I have experiment with three different configurations for creating the host-resident buffer while observing different behaviours:
1. I malloc a buffer, create an OpenCL buffer out of it and make the kernel call. The buffer read back from GPU matches with the host buffer. I change the buffer contents and make another kernel. The GPU does not see the updated buffer unless I wrap the host buffer update between map/unmap calls.
2. I create a shared memory segment on process#1 and attach to it in process#2 which creates an OpenCL buffer out of it and then makes the kernel call. I change the buffer contents on process#1, and make another kernel call on process#2 without map/unmap and reusing the same openCL buffer as in the first kernel call. The GPU sees the updated buffer !

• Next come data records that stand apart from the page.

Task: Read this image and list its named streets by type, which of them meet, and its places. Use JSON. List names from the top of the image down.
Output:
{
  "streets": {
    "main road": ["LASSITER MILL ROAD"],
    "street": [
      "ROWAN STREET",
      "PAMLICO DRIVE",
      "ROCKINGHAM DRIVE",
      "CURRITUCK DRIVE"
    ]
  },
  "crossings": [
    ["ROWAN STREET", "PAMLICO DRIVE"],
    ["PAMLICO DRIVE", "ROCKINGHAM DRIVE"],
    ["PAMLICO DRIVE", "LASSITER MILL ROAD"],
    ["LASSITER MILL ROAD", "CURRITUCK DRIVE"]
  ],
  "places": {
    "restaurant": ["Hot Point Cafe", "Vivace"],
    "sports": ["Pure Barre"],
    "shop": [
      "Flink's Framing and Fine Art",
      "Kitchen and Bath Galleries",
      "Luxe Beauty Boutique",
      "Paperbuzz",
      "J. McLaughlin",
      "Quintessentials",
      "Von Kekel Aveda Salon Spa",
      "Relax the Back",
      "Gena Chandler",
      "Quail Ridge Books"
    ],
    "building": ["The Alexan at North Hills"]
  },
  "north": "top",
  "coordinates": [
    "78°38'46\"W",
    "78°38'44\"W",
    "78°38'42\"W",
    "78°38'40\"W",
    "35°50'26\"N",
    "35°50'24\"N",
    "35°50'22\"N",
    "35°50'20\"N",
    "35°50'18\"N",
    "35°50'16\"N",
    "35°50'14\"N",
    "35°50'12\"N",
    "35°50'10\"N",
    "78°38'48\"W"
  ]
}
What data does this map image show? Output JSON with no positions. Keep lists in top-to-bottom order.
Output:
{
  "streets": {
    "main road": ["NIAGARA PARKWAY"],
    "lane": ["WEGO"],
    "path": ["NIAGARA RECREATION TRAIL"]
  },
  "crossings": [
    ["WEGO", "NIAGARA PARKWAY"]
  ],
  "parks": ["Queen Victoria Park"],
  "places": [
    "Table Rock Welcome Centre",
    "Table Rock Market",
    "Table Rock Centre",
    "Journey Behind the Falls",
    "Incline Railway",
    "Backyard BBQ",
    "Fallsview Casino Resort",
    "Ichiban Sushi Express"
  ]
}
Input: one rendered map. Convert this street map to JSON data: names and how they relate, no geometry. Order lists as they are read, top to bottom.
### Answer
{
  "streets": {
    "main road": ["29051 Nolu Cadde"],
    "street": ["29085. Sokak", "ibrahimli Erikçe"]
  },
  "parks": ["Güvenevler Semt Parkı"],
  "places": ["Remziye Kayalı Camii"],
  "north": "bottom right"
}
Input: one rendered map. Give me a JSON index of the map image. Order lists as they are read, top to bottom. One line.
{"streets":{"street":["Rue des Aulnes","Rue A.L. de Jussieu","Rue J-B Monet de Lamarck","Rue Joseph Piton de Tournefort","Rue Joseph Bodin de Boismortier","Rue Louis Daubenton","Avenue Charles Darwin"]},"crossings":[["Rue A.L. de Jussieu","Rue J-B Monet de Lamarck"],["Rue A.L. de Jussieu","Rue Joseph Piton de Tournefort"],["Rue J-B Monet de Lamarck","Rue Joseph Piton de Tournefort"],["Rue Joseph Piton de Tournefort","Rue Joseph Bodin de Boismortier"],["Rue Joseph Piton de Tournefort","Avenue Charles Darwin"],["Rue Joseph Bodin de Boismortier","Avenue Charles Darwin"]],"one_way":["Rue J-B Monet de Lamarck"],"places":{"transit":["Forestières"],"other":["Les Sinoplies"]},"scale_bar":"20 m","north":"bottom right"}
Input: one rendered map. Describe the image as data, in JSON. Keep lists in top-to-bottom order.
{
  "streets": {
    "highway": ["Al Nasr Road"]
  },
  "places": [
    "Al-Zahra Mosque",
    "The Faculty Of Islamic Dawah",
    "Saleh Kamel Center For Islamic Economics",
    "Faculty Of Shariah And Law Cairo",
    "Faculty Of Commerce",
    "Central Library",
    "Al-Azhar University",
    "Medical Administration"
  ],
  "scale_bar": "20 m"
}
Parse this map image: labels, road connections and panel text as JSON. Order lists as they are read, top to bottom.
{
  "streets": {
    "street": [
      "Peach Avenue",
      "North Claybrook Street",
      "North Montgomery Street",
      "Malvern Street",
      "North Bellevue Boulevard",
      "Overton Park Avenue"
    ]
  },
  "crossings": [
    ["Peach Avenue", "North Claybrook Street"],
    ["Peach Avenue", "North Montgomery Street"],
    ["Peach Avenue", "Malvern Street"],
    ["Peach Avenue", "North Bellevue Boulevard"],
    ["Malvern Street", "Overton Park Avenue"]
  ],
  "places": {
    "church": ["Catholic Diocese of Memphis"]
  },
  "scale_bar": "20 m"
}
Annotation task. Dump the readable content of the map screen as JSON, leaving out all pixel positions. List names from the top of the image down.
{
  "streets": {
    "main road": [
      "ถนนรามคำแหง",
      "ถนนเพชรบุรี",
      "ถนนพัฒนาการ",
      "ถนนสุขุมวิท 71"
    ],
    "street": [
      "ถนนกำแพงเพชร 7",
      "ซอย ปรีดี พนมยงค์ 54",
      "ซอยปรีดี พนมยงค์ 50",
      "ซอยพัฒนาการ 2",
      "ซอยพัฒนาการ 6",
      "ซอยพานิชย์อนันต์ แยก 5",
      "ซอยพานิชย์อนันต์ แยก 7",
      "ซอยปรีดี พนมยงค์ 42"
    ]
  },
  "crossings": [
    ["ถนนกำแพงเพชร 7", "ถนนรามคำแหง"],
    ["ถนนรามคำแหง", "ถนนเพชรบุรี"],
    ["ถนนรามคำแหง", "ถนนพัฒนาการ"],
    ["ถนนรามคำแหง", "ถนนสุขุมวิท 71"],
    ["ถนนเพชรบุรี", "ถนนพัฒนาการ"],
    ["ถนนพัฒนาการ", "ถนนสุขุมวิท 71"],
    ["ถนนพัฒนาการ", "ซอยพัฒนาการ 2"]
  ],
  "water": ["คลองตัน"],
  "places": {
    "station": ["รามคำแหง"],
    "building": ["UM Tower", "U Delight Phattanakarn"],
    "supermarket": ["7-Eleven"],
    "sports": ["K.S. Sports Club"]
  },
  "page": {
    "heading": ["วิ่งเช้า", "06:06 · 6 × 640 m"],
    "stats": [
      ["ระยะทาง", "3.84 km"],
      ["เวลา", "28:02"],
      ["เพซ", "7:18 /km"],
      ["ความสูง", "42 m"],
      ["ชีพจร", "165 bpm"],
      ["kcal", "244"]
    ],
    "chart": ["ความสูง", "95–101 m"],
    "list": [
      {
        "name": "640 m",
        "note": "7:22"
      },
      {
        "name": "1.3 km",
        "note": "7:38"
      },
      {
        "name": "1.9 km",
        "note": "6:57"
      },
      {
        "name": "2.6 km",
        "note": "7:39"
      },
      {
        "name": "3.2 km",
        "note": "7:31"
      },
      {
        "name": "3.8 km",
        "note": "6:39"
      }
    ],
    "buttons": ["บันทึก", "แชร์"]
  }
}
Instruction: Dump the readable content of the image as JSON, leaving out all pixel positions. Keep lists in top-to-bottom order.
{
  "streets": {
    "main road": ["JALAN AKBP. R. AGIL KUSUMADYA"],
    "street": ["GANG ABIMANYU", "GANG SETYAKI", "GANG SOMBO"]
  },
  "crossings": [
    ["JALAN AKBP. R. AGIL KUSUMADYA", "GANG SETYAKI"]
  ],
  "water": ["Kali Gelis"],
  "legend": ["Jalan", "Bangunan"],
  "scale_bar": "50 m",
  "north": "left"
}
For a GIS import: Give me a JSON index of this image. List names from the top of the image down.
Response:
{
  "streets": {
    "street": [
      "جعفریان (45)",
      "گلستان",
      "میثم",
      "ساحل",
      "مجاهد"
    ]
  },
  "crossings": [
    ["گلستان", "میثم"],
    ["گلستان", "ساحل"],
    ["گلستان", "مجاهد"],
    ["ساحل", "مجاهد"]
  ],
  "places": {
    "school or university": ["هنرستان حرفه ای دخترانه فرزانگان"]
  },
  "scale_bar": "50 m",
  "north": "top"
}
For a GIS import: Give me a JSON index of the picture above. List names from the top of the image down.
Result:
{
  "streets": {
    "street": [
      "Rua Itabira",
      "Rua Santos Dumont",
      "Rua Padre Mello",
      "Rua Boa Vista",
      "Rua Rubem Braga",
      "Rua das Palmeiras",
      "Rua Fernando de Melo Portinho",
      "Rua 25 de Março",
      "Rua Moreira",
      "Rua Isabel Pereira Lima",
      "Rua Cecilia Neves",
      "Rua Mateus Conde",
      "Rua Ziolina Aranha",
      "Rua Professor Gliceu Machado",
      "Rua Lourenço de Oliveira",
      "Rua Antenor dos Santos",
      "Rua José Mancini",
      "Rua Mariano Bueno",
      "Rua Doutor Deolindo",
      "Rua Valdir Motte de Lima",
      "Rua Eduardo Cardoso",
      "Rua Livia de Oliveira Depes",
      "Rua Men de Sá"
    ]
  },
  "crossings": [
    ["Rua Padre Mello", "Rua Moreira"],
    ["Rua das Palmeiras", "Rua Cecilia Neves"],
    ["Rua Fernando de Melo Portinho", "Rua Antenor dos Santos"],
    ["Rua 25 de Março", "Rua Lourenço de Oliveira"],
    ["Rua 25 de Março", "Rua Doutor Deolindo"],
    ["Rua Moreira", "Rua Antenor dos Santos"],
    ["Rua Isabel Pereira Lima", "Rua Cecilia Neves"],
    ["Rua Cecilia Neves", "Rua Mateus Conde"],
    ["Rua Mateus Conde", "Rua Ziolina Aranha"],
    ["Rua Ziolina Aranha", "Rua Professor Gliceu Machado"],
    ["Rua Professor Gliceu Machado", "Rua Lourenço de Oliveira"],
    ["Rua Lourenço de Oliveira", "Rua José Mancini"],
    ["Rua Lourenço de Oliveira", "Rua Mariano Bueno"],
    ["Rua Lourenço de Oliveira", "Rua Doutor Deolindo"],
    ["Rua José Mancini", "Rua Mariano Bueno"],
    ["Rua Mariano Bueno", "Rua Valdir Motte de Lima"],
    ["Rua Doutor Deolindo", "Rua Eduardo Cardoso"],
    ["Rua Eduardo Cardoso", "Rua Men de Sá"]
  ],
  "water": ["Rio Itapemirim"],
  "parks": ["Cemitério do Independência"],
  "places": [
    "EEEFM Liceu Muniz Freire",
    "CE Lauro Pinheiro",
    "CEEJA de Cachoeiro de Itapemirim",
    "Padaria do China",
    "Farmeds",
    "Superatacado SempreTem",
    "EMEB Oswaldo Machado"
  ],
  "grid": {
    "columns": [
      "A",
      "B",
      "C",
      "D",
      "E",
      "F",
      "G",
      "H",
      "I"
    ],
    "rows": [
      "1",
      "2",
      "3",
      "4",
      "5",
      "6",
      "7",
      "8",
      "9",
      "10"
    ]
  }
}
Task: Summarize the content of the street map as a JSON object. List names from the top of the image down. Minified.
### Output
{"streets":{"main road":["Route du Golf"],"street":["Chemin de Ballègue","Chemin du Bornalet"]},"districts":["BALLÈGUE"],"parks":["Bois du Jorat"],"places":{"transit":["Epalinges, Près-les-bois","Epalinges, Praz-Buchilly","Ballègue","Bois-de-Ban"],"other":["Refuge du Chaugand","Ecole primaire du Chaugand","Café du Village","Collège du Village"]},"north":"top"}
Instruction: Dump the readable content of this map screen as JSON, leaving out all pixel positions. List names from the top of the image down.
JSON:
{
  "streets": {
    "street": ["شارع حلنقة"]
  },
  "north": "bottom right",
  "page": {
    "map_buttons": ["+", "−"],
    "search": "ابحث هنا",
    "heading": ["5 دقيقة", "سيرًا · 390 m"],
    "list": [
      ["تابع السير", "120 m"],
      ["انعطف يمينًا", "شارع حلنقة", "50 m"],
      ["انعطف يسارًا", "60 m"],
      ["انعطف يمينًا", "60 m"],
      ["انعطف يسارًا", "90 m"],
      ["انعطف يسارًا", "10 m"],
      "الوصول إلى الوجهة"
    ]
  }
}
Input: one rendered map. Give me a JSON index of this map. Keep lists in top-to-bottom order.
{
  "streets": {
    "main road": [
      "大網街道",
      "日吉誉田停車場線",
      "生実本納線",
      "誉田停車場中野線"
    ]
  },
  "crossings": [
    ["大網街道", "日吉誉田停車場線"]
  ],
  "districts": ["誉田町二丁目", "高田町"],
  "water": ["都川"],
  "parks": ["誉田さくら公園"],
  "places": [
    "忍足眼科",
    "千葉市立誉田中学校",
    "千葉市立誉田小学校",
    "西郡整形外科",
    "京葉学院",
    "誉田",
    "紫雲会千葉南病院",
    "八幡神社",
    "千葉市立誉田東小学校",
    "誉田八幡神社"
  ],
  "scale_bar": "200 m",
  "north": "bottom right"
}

3. I create a memory mapped file on process#1 and map the same file in process#2 which creates an OpenCL buffer out of it and then makes the kernel call. I change the buffer(file) contents on process#1, and make another kernel call on process#2 reusing the same openCL buffer as in the first kernel call. The GPU does not see the updated buffer unless I make a map and unmap call before making the second kernel call. The behaviour is the same irrespective of the mmap flavour: mmaping /dev/mem, or mmaping disk resident file, or mmaping ramfs resident file
So map/unmap does have the effect I desire but I think it causes a CPU->GPU copy underneath and not GPU direct access to the host-resident buffer. How do I ascertain this? Timing information collected from CodeXL shows the clfinish() call after the unmap() call taking more time than what an explicit write transfer to the gpu memory partition would take.